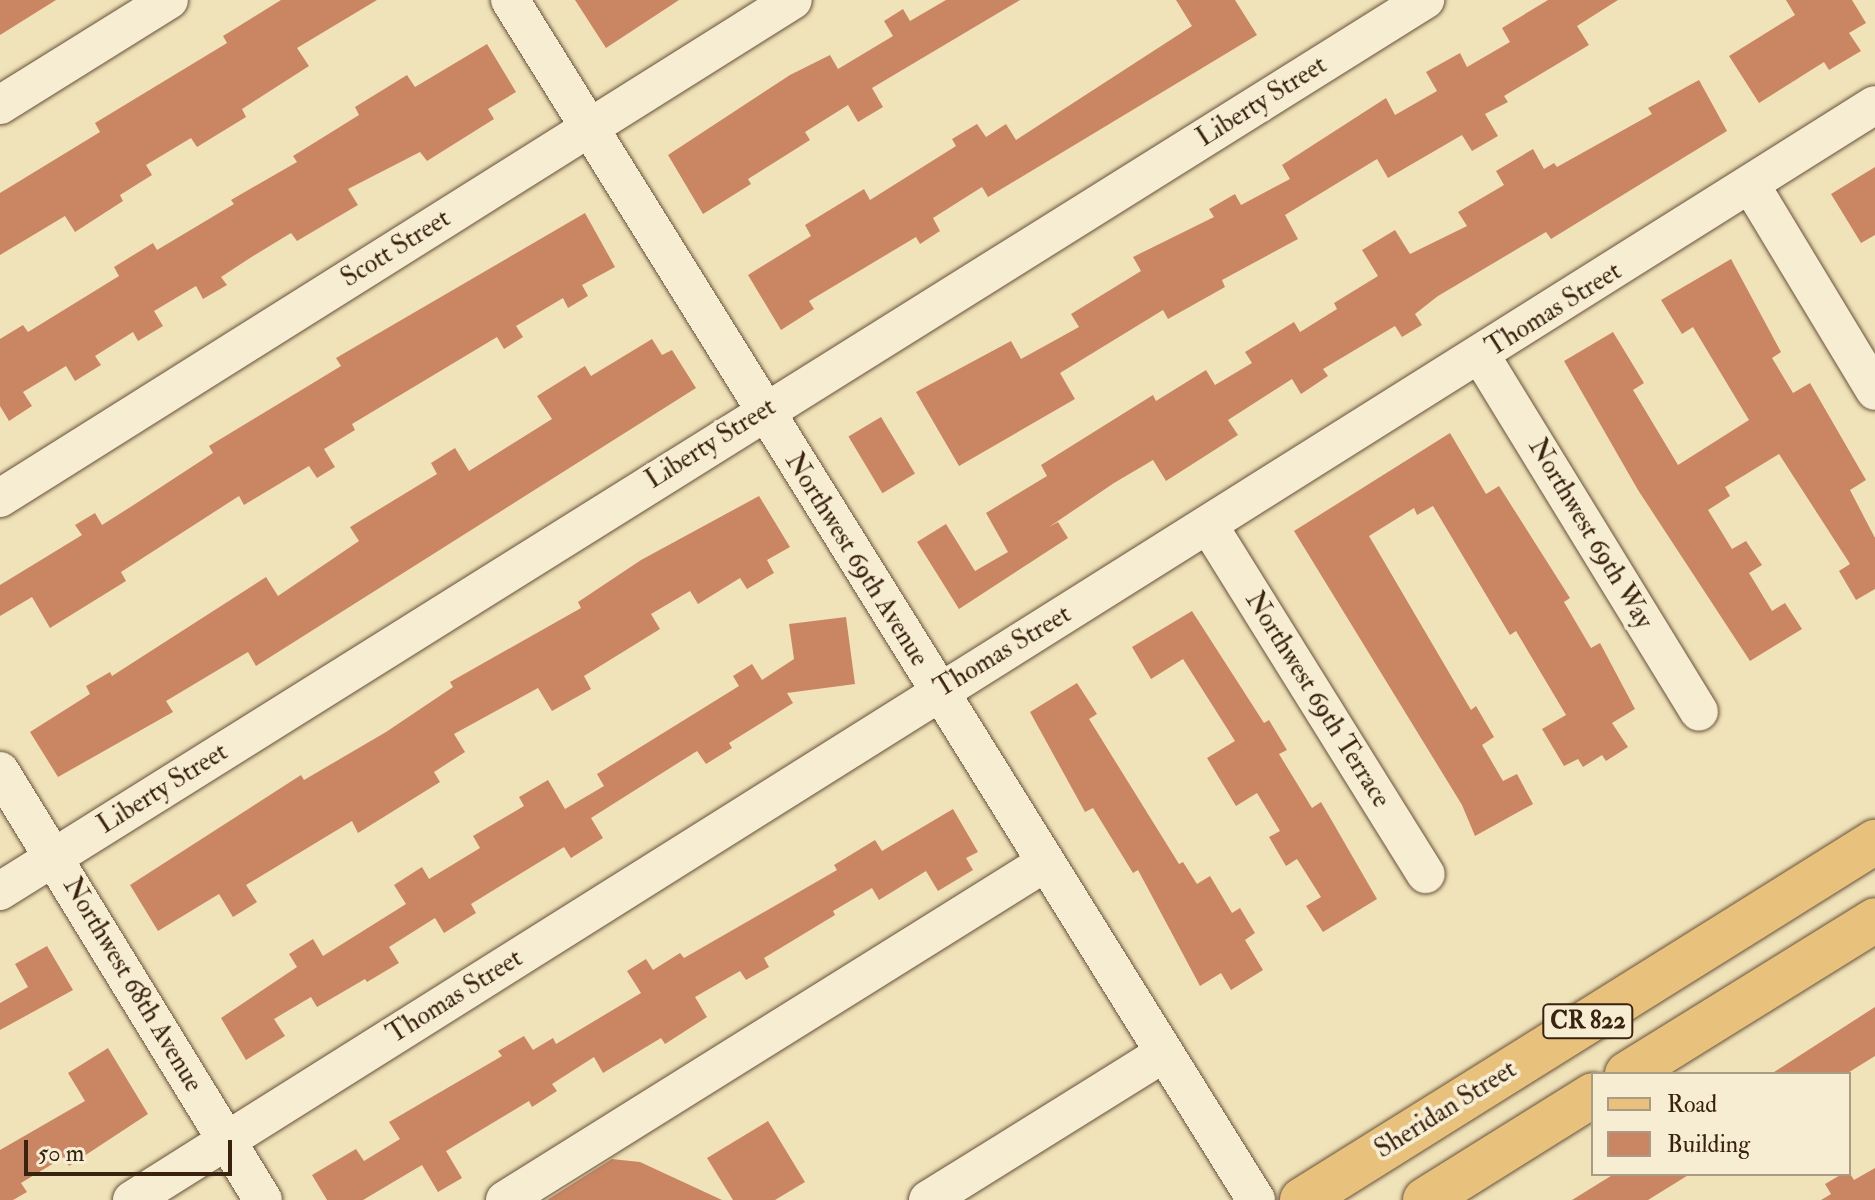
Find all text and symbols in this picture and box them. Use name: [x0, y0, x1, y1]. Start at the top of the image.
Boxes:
street label: Liberty Street: [1191, 50, 1333, 154]
street label: Scott Street: [336, 203, 456, 295]
street label: Thomas Street: [1481, 256, 1627, 364]
street label: Liberty Street: [640, 392, 782, 496]
street label: Northwest 69th Way: [1521, 433, 1659, 635]
street label: Northwest 69th Avenue: [778, 448, 934, 672]
street label: Northwest 69th Terrace: [1238, 586, 1396, 814]
street label: Thomas Street: [929, 599, 1077, 705]
street label: Liberty Street: [92, 737, 234, 841]
street label: Northwest 68th Avenue: [56, 872, 208, 1098]
street label: Thomas Street: [382, 943, 528, 1051]
road number: CR 822: [1542, 1001, 1634, 1041]
street label: Sheridan Street: [1370, 1054, 1522, 1166]
legend: [1591, 1072, 1851, 1176]
text: Road: [1667, 1089, 1717, 1120]
scale bar: [28, 1124, 236, 1174]
text: Building: [1667, 1129, 1750, 1160]
text: 50 m: [38, 1138, 84, 1169]

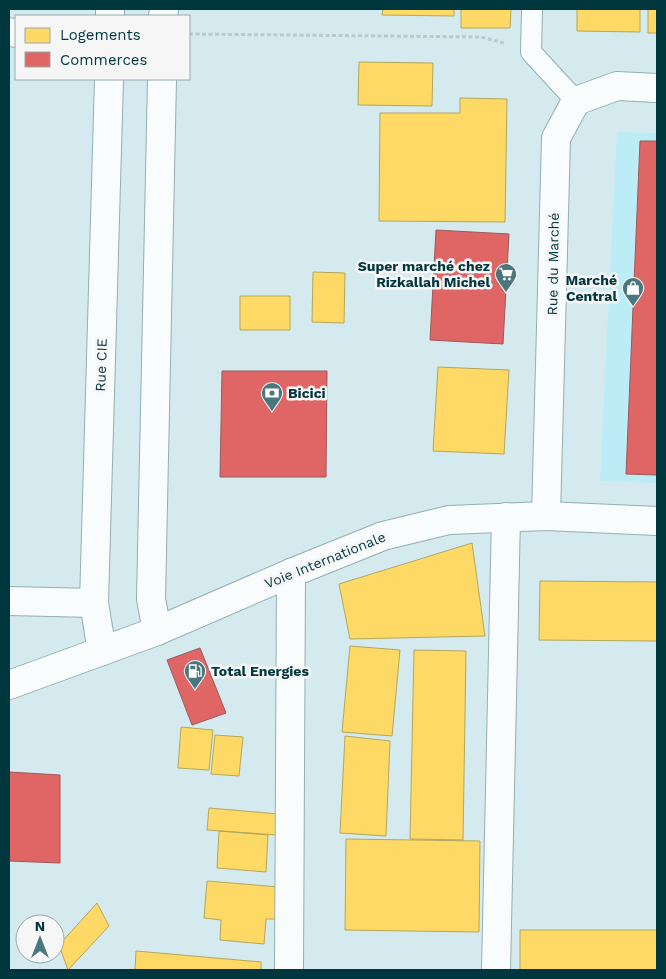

▬▬▬▬▬▬

What to do -
Without any pictures, return the material above exactly.

Written answer -
Find all text and symbols in this picture and box them. Use name: [x0, y0, x1, y1]. Start at the top of the image.
Boxes:
street label: Liberty Street: [1191, 50, 1333, 154]
street label: Scott Street: [336, 203, 456, 295]
street label: Thomas Street: [1481, 256, 1627, 364]
street label: Liberty Street: [640, 392, 782, 496]
street label: Northwest 69th Way: [1521, 433, 1659, 635]
street label: Northwest 69th Avenue: [778, 448, 934, 672]
street label: Northwest 69th Terrace: [1238, 586, 1396, 814]
street label: Thomas Street: [929, 599, 1077, 705]
street label: Liberty Street: [92, 737, 234, 841]
street label: Northwest 68th Avenue: [56, 872, 208, 1098]
street label: Thomas Street: [382, 943, 528, 1051]
road number: CR 822: [1542, 1001, 1634, 1041]
street label: Sheridan Street: [1370, 1054, 1522, 1166]
legend: [1591, 1072, 1851, 1176]
text: Road: [1667, 1089, 1717, 1120]
scale bar: [28, 1124, 236, 1174]
text: Building: [1667, 1129, 1750, 1160]
text: 50 m: [38, 1138, 84, 1169]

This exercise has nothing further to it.